━━━━━ DATA EXTRACTS ━━━━━

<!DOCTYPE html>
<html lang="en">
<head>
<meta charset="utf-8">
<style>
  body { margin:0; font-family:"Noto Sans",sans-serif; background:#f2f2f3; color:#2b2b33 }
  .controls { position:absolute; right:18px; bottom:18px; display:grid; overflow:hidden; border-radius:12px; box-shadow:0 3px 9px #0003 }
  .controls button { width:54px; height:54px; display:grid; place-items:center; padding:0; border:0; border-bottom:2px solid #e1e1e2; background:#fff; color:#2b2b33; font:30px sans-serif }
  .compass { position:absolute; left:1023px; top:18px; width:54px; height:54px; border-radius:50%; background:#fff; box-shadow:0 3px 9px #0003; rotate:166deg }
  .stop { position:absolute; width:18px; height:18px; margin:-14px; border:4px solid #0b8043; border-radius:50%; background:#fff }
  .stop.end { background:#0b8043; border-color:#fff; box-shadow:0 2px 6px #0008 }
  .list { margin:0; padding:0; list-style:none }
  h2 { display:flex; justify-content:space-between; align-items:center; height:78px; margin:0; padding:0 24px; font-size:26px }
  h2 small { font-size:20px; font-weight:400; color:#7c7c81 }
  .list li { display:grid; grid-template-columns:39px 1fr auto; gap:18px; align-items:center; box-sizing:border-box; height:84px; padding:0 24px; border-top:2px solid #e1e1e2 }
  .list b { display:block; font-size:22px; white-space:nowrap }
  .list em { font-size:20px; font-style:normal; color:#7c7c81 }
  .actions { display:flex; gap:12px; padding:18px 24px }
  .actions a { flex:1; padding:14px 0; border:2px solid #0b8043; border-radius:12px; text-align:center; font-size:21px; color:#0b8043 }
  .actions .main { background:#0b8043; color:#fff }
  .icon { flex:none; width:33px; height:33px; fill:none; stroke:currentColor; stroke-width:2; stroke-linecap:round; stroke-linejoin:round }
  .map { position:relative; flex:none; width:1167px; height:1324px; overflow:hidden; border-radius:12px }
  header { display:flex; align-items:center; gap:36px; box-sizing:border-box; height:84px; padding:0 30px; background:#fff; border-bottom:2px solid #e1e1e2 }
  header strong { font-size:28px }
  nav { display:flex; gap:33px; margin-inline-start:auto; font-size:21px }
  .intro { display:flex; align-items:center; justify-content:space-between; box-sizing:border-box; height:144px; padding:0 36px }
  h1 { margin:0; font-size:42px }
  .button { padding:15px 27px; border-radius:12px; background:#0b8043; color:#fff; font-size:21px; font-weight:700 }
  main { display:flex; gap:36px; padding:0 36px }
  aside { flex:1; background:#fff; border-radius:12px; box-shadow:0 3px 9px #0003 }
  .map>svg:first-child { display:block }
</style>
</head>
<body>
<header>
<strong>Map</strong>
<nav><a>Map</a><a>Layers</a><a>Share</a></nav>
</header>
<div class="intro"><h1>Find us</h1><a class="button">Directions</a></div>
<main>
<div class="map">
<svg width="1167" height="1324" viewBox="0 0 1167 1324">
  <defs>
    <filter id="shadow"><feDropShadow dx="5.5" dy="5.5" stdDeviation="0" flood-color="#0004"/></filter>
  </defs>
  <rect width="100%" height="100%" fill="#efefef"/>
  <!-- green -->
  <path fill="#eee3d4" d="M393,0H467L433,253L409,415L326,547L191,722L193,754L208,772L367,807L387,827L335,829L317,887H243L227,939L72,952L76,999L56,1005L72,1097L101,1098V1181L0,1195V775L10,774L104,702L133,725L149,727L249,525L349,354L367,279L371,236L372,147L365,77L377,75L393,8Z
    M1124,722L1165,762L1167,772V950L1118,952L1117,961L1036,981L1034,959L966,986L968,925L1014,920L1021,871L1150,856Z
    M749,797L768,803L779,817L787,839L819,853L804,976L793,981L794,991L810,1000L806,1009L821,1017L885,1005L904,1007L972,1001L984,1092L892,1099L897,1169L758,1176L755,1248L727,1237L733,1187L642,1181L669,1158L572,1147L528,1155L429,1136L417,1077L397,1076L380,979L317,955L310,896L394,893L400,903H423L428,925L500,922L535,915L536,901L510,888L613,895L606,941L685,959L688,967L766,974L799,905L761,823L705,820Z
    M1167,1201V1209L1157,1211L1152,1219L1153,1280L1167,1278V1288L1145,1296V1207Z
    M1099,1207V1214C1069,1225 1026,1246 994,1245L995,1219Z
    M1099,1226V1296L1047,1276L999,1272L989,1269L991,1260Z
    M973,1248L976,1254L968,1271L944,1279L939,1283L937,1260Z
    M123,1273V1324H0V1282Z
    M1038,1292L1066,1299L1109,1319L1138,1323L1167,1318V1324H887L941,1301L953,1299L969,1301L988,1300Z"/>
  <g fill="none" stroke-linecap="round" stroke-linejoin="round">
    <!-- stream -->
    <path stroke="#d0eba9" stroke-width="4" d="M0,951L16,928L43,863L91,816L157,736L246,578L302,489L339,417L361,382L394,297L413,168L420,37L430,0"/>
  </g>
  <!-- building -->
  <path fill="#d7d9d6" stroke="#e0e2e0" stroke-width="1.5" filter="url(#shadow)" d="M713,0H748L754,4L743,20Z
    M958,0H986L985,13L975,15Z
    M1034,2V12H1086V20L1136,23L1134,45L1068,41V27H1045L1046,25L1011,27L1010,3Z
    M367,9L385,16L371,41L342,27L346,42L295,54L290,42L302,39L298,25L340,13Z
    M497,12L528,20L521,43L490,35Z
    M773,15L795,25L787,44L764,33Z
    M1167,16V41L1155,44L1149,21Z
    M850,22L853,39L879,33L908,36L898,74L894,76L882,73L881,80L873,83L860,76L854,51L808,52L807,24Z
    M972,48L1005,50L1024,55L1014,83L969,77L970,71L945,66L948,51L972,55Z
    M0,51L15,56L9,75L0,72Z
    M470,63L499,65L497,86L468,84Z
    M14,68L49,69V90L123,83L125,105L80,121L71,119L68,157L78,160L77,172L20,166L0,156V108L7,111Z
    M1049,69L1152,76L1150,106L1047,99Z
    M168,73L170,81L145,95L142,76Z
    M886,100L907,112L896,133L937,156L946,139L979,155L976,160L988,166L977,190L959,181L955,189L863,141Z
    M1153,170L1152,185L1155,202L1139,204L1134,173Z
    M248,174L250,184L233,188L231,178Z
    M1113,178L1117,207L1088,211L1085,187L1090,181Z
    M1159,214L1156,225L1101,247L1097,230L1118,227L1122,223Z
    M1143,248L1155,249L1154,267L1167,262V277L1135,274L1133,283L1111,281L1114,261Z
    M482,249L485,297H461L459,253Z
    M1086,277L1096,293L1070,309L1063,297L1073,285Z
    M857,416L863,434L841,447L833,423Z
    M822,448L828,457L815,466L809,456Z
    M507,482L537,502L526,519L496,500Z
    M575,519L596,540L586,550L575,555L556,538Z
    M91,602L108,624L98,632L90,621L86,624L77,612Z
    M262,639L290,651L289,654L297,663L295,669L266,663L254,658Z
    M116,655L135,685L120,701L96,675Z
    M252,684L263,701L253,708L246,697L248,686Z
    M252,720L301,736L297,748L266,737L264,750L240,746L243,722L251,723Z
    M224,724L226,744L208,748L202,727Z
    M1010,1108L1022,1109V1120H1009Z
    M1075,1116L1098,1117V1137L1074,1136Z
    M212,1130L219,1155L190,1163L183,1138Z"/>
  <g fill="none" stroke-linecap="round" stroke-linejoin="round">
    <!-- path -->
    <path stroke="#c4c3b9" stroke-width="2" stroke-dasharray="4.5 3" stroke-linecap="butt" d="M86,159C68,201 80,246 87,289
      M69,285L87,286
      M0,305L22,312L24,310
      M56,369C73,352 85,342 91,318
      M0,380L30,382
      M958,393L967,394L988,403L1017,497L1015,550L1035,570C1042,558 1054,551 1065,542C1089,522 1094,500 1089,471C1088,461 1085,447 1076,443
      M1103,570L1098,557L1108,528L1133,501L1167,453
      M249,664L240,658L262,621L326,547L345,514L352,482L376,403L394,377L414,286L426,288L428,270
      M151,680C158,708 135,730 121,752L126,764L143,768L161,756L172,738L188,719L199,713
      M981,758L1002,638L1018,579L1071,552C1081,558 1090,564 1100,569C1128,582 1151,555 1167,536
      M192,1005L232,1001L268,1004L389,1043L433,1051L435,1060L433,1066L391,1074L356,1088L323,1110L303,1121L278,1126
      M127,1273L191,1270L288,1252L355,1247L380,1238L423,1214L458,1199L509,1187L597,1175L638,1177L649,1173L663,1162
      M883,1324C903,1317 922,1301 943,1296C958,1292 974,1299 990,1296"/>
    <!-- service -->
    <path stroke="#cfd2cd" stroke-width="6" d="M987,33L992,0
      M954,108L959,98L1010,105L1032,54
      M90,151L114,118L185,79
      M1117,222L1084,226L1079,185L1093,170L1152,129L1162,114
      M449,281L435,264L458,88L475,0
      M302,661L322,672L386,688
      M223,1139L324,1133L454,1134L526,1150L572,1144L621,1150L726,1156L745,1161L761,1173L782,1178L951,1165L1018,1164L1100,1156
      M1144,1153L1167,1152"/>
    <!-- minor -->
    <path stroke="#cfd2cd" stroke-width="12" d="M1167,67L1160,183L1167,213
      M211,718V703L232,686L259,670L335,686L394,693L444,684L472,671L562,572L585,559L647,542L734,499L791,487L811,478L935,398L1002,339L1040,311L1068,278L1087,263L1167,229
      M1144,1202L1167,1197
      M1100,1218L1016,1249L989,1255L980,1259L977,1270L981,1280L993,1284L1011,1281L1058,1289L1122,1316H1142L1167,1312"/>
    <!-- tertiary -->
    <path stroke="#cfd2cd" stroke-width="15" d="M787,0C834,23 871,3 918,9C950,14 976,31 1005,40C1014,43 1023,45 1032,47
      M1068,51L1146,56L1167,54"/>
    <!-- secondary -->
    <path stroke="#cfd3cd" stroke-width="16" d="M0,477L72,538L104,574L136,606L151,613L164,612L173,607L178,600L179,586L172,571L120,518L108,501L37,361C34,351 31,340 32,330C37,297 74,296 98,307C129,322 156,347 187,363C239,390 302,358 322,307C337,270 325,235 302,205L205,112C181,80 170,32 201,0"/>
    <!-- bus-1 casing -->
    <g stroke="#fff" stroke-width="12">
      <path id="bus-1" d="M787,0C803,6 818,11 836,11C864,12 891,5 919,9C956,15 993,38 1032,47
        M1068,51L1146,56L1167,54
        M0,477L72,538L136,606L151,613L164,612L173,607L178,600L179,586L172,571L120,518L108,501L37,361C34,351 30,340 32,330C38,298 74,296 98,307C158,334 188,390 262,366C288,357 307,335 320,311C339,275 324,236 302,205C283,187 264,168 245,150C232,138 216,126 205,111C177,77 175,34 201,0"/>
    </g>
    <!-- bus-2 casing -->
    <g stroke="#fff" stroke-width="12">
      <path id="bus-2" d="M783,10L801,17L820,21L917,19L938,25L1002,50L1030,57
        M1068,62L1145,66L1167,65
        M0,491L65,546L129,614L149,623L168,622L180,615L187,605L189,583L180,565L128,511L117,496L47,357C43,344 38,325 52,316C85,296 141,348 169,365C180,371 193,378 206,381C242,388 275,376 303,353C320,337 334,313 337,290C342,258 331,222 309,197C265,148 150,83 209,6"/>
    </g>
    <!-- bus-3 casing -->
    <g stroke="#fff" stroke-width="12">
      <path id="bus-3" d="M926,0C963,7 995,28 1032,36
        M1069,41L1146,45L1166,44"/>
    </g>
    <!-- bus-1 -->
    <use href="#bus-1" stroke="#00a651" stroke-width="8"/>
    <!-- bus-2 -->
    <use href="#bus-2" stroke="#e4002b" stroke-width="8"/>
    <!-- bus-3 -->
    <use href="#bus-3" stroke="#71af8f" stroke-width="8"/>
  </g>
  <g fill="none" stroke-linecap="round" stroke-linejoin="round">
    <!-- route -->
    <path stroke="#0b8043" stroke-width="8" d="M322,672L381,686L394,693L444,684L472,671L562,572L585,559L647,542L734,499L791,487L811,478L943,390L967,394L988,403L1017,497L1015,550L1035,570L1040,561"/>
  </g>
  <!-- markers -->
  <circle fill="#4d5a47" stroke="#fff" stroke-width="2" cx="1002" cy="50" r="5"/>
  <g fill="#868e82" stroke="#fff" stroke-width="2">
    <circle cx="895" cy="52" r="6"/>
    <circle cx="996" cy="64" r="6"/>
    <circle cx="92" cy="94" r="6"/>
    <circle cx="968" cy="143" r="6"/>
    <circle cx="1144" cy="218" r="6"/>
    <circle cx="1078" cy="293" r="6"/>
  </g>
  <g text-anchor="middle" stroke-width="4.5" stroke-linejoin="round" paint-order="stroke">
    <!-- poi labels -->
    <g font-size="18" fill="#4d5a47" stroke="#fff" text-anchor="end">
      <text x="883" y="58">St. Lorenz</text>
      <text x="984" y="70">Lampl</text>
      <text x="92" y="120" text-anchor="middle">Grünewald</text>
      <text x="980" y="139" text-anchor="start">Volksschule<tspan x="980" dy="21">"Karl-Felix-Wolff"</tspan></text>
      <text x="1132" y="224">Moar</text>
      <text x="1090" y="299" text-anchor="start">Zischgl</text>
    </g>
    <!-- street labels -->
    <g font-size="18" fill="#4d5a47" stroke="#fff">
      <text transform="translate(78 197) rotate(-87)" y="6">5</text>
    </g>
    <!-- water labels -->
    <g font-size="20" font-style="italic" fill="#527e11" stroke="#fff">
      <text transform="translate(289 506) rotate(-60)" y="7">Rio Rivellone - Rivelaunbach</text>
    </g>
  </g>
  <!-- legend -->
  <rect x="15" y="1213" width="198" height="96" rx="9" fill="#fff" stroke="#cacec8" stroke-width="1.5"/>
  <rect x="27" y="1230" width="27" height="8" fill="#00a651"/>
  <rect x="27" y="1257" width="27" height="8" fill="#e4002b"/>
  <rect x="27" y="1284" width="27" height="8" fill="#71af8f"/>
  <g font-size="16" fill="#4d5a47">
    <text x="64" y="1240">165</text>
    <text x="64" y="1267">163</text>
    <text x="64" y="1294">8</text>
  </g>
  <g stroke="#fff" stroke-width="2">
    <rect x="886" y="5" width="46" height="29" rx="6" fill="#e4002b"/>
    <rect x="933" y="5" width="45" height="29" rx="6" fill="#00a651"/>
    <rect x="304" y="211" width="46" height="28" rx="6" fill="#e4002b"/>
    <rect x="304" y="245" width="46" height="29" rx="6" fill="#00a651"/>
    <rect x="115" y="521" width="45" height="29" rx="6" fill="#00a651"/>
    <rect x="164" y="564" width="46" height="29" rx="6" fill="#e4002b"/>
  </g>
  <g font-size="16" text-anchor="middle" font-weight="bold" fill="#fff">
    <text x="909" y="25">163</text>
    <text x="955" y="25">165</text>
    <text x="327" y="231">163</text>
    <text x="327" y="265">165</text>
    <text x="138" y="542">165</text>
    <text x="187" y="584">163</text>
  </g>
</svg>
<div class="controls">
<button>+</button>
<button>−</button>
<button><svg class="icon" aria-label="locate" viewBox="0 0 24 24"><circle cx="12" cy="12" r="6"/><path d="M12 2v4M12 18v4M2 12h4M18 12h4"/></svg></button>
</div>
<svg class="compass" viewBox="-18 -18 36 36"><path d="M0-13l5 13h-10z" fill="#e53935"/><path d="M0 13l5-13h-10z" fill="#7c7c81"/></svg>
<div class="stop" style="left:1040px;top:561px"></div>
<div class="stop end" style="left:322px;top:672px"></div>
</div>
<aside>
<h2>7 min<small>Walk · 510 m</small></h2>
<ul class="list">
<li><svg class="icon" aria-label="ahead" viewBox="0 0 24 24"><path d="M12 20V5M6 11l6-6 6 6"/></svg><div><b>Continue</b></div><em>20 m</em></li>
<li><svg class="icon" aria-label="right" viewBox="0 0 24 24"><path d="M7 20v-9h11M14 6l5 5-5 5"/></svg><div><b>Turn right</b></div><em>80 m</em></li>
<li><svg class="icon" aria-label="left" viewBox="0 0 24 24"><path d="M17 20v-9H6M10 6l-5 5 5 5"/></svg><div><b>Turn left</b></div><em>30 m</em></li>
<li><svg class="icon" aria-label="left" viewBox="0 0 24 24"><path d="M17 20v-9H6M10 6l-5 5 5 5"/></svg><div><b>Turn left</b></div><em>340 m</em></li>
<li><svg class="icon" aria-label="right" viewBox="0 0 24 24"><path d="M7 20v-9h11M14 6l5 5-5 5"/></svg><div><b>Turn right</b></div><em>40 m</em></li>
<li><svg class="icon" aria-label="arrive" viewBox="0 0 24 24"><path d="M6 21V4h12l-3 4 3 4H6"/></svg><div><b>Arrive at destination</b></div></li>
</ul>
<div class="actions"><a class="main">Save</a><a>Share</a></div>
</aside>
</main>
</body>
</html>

━━━━━

* [WORK INSTRUCTIONS] The answer is the records above restated word for word from their opening line through the line that holds "flex:none; width:33px; height:33px;", both included, and nothing else.

* [EXPECTED ANSWER]
<!DOCTYPE html>
<html lang="en">
<head>
<meta charset="utf-8">
<style>
  body { margin:0; font-family:"Noto Sans",sans-serif; background:#f2f2f3; color:#2b2b33 }
  .controls { position:absolute; right:18px; bottom:18px; display:grid; overflow:hidden; border-radius:12px; box-shadow:0 3px 9px #0003 }
  .controls button { width:54px; height:54px; display:grid; place-items:center; padding:0; border:0; border-bottom:2px solid #e1e1e2; background:#fff; color:#2b2b33; font:30px sans-serif }
  .compass { position:absolute; left:1023px; top:18px; width:54px; height:54px; border-radius:50%; background:#fff; box-shadow:0 3px 9px #0003; rotate:166deg }
  .stop { position:absolute; width:18px; height:18px; margin:-14px; border:4px solid #0b8043; border-radius:50%; background:#fff }
  .stop.end { background:#0b8043; border-color:#fff; box-shadow:0 2px 6px #0008 }
  .list { margin:0; padding:0; list-style:none }
  h2 { display:flex; justify-content:space-between; align-items:center; height:78px; margin:0; padding:0 24px; font-size:26px }
  h2 small { font-size:20px; font-weight:400; color:#7c7c81 }
  .list li { display:grid; grid-template-columns:39px 1fr auto; gap:18px; align-items:center; box-sizing:border-box; height:84px; padding:0 24px; border-top:2px solid #e1e1e2 }
  .list b { display:block; font-size:22px; white-space:nowrap }
  .list em { font-size:20px; font-style:normal; color:#7c7c81 }
  .actions { display:flex; gap:12px; padding:18px 24px }
  .actions a { flex:1; padding:14px 0; border:2px solid #0b8043; border-radius:12px; text-align:center; font-size:21px; color:#0b8043 }
  .actions .main { background:#0b8043; color:#fff }
  .icon { flex:none; width:33px; height:33px; fill:none; stroke:currentColor; stroke-width:2; stroke-linecap:round; stroke-linejoin:round }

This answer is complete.